• _REQUIRED WORK_
Repeat each record that follows, keeping it identical.

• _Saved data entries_
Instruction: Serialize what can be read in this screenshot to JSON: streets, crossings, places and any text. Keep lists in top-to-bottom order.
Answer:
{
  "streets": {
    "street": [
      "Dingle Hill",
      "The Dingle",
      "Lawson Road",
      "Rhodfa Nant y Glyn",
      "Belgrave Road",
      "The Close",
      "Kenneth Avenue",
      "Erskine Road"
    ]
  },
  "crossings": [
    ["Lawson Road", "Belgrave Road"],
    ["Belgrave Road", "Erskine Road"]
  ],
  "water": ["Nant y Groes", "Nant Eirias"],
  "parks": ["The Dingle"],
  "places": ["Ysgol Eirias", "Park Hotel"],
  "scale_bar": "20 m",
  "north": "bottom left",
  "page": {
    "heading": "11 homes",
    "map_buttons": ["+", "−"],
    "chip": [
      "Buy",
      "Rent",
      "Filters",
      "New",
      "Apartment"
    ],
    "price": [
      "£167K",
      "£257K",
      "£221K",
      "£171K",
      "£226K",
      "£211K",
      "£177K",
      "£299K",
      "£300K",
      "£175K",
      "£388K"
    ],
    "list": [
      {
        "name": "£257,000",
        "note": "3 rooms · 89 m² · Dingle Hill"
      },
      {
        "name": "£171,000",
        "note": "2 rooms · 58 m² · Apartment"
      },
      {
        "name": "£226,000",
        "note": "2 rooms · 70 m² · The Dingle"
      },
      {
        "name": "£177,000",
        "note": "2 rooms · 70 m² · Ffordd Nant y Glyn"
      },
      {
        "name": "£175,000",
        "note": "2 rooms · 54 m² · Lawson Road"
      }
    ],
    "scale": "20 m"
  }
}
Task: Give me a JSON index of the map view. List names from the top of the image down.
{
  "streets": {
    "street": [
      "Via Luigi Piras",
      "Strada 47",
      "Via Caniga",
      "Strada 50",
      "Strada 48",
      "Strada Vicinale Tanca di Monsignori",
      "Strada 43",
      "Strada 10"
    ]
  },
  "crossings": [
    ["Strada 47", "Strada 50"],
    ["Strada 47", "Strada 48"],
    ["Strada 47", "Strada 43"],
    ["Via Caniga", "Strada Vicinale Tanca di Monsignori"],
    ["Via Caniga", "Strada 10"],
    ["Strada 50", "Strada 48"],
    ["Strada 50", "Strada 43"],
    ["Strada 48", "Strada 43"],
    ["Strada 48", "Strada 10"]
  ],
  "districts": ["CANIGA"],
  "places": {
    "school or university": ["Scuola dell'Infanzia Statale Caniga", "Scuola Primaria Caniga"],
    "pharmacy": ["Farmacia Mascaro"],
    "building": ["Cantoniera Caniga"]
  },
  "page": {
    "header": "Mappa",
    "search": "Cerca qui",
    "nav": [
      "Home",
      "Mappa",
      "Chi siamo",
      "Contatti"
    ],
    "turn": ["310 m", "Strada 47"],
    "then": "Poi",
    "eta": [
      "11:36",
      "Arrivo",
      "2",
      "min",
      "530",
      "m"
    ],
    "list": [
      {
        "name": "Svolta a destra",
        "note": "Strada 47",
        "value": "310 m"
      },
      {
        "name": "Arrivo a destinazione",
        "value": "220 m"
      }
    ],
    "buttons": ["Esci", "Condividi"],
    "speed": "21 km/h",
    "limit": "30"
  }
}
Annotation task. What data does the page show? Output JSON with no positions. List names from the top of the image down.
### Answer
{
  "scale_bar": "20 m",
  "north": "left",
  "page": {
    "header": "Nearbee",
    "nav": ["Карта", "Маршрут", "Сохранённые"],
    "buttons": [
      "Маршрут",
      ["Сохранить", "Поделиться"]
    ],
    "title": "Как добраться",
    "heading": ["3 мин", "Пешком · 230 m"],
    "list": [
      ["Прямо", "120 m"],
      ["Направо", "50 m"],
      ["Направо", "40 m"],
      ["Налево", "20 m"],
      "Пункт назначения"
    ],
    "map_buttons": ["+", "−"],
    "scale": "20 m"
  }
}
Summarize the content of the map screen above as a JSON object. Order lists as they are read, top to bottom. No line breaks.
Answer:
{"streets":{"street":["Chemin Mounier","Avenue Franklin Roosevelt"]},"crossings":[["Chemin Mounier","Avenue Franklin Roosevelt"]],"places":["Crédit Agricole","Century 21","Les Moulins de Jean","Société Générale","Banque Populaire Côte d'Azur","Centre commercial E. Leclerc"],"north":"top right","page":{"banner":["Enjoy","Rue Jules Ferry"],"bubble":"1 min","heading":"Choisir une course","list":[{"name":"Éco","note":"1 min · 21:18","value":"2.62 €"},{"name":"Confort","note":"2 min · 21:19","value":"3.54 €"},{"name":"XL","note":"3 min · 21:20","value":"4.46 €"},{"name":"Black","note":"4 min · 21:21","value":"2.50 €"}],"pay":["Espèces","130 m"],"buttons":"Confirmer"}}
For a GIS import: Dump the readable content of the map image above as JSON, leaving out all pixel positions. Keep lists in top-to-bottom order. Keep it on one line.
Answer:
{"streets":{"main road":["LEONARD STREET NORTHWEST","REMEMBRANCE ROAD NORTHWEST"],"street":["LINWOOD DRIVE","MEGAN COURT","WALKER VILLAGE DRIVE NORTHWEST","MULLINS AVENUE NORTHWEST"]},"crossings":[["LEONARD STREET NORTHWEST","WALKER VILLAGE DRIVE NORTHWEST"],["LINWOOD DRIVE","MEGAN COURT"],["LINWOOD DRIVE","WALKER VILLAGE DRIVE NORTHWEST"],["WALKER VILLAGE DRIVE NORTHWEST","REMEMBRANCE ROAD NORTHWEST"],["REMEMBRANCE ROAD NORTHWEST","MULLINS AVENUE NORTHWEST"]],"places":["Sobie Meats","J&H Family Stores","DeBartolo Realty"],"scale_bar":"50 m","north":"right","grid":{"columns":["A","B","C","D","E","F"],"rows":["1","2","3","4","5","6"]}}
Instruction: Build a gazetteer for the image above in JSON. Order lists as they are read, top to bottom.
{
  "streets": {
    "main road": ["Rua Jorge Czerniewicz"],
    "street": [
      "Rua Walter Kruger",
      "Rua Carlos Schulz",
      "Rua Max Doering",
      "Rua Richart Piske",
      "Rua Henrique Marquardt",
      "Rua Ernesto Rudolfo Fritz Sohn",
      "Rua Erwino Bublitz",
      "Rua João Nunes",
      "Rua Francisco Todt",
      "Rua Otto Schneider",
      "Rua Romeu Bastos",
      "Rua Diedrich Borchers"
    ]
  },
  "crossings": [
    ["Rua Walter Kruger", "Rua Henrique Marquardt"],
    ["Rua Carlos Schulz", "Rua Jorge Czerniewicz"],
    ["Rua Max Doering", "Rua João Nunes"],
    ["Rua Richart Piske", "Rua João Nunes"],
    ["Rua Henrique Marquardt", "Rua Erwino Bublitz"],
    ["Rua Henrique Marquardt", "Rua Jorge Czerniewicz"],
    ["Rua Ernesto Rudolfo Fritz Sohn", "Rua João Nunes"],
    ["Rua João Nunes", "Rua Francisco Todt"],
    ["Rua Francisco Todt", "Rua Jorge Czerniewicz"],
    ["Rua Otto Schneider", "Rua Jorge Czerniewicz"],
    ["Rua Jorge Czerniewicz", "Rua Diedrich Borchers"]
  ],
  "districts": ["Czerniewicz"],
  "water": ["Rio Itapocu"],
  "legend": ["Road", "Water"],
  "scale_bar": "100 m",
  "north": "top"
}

• _SOLUTION TO THIS EXERCISE_
Instruction: Serialize what can be read in this screenshot to JSON: streets, crossings, places and any text. Keep lists in top-to-bottom order.
Answer:
{
  "streets": {
    "street": [
      "Dingle Hill",
      "The Dingle",
      "Lawson Road",
      "Rhodfa Nant y Glyn",
      "Belgrave Road",
      "The Close",
      "Kenneth Avenue",
      "Erskine Road"
    ]
  },
  "crossings": [
    ["Lawson Road", "Belgrave Road"],
    ["Belgrave Road", "Erskine Road"]
  ],
  "water": ["Nant y Groes", "Nant Eirias"],
  "parks": ["The Dingle"],
  "places": ["Ysgol Eirias", "Park Hotel"],
  "scale_bar": "20 m",
  "north": "bottom left",
  "page": {
    "heading": "11 homes",
    "map_buttons": ["+", "−"],
    "chip": [
      "Buy",
      "Rent",
      "Filters",
      "New",
      "Apartment"
    ],
    "price": [
      "£167K",
      "£257K",
      "£221K",
      "£171K",
      "£226K",
      "£211K",
      "£177K",
      "£299K",
      "£300K",
      "£175K",
      "£388K"
    ],
    "list": [
      {
        "name": "£257,000",
        "note": "3 rooms · 89 m² · Dingle Hill"
      },
      {
        "name": "£171,000",
        "note": "2 rooms · 58 m² · Apartment"
      },
      {
        "name": "£226,000",
        "note": "2 rooms · 70 m² · The Dingle"
      },
      {
        "name": "£177,000",
        "note": "2 rooms · 70 m² · Ffordd Nant y Glyn"
      },
      {
        "name": "£175,000",
        "note": "2 rooms · 54 m² · Lawson Road"
      }
    ],
    "scale": "20 m"
  }
}
Task: Give me a JSON index of the map view. List names from the top of the image down.
{
  "streets": {
    "street": [
      "Via Luigi Piras",
      "Strada 47",
      "Via Caniga",
      "Strada 50",
      "Strada 48",
      "Strada Vicinale Tanca di Monsignori",
      "Strada 43",
      "Strada 10"
    ]
  },
  "crossings": [
    ["Strada 47", "Strada 50"],
    ["Strada 47", "Strada 48"],
    ["Strada 47", "Strada 43"],
    ["Via Caniga", "Strada Vicinale Tanca di Monsignori"],
    ["Via Caniga", "Strada 10"],
    ["Strada 50", "Strada 48"],
    ["Strada 50", "Strada 43"],
    ["Strada 48", "Strada 43"],
    ["Strada 48", "Strada 10"]
  ],
  "districts": ["CANIGA"],
  "places": {
    "school or university": ["Scuola dell'Infanzia Statale Caniga", "Scuola Primaria Caniga"],
    "pharmacy": ["Farmacia Mascaro"],
    "building": ["Cantoniera Caniga"]
  },
  "page": {
    "header": "Mappa",
    "search": "Cerca qui",
    "nav": [
      "Home",
      "Mappa",
      "Chi siamo",
      "Contatti"
    ],
    "turn": ["310 m", "Strada 47"],
    "then": "Poi",
    "eta": [
      "11:36",
      "Arrivo",
      "2",
      "min",
      "530",
      "m"
    ],
    "list": [
      {
        "name": "Svolta a destra",
        "note": "Strada 47",
        "value": "310 m"
      },
      {
        "name": "Arrivo a destinazione",
        "value": "220 m"
      }
    ],
    "buttons": ["Esci", "Condividi"],
    "speed": "21 km/h",
    "limit": "30"
  }
}
Annotation task. What data does the page show? Output JSON with no positions. List names from the top of the image down.
### Answer
{
  "scale_bar": "20 m",
  "north": "left",
  "page": {
    "header": "Nearbee",
    "nav": ["Карта", "Маршрут", "Сохранённые"],
    "buttons": [
      "Маршрут",
      ["Сохранить", "Поделиться"]
    ],
    "title": "Как добраться",
    "heading": ["3 мин", "Пешком · 230 m"],
    "list": [
      ["Прямо", "120 m"],
      ["Направо", "50 m"],
      ["Направо", "40 m"],
      ["Налево", "20 m"],
      "Пункт назначения"
    ],
    "map_buttons": ["+", "−"],
    "scale": "20 m"
  }
}
Summarize the content of the map screen above as a JSON object. Order lists as they are read, top to bottom. No line breaks.
Answer:
{"streets":{"street":["Chemin Mounier","Avenue Franklin Roosevelt"]},"crossings":[["Chemin Mounier","Avenue Franklin Roosevelt"]],"places":["Crédit Agricole","Century 21","Les Moulins de Jean","Société Générale","Banque Populaire Côte d'Azur","Centre commercial E. Leclerc"],"north":"top right","page":{"banner":["Enjoy","Rue Jules Ferry"],"bubble":"1 min","heading":"Choisir une course","list":[{"name":"Éco","note":"1 min · 21:18","value":"2.62 €"},{"name":"Confort","note":"2 min · 21:19","value":"3.54 €"},{"name":"XL","note":"3 min · 21:20","value":"4.46 €"},{"name":"Black","note":"4 min · 21:21","value":"2.50 €"}],"pay":["Espèces","130 m"],"buttons":"Confirmer"}}
For a GIS import: Dump the readable content of the map image above as JSON, leaving out all pixel positions. Keep lists in top-to-bottom order. Keep it on one line.
Answer:
{"streets":{"main road":["LEONARD STREET NORTHWEST","REMEMBRANCE ROAD NORTHWEST"],"street":["LINWOOD DRIVE","MEGAN COURT","WALKER VILLAGE DRIVE NORTHWEST","MULLINS AVENUE NORTHWEST"]},"crossings":[["LEONARD STREET NORTHWEST","WALKER VILLAGE DRIVE NORTHWEST"],["LINWOOD DRIVE","MEGAN COURT"],["LINWOOD DRIVE","WALKER VILLAGE DRIVE NORTHWEST"],["WALKER VILLAGE DRIVE NORTHWEST","REMEMBRANCE ROAD NORTHWEST"],["REMEMBRANCE ROAD NORTHWEST","MULLINS AVENUE NORTHWEST"]],"places":["Sobie Meats","J&H Family Stores","DeBartolo Realty"],"scale_bar":"50 m","north":"right","grid":{"columns":["A","B","C","D","E","F"],"rows":["1","2","3","4","5","6"]}}
Instruction: Build a gazetteer for the image above in JSON. Order lists as they are read, top to bottom.
{
  "streets": {
    "main road": ["Rua Jorge Czerniewicz"],
    "street": [
      "Rua Walter Kruger",
      "Rua Carlos Schulz",
      "Rua Max Doering",
      "Rua Richart Piske",
      "Rua Henrique Marquardt",
      "Rua Ernesto Rudolfo Fritz Sohn",
      "Rua Erwino Bublitz",
      "Rua João Nunes",
      "Rua Francisco Todt",
      "Rua Otto Schneider",
      "Rua Romeu Bastos",
      "Rua Diedrich Borchers"
    ]
  },
  "crossings": [
    ["Rua Walter Kruger", "Rua Henrique Marquardt"],
    ["Rua Carlos Schulz", "Rua Jorge Czerniewicz"],
    ["Rua Max Doering", "Rua João Nunes"],
    ["Rua Richart Piske", "Rua João Nunes"],
    ["Rua Henrique Marquardt", "Rua Erwino Bublitz"],
    ["Rua Henrique Marquardt", "Rua Jorge Czerniewicz"],
    ["Rua Ernesto Rudolfo Fritz Sohn", "Rua João Nunes"],
    ["Rua João Nunes", "Rua Francisco Todt"],
    ["Rua Francisco Todt", "Rua Jorge Czerniewicz"],
    ["Rua Otto Schneider", "Rua Jorge Czerniewicz"],
    ["Rua Jorge Czerniewicz", "Rua Diedrich Borchers"]
  ],
  "districts": ["Czerniewicz"],
  "water": ["Rio Itapocu"],
  "legend": ["Road", "Water"],
  "scale_bar": "100 m",
  "north": "top"
}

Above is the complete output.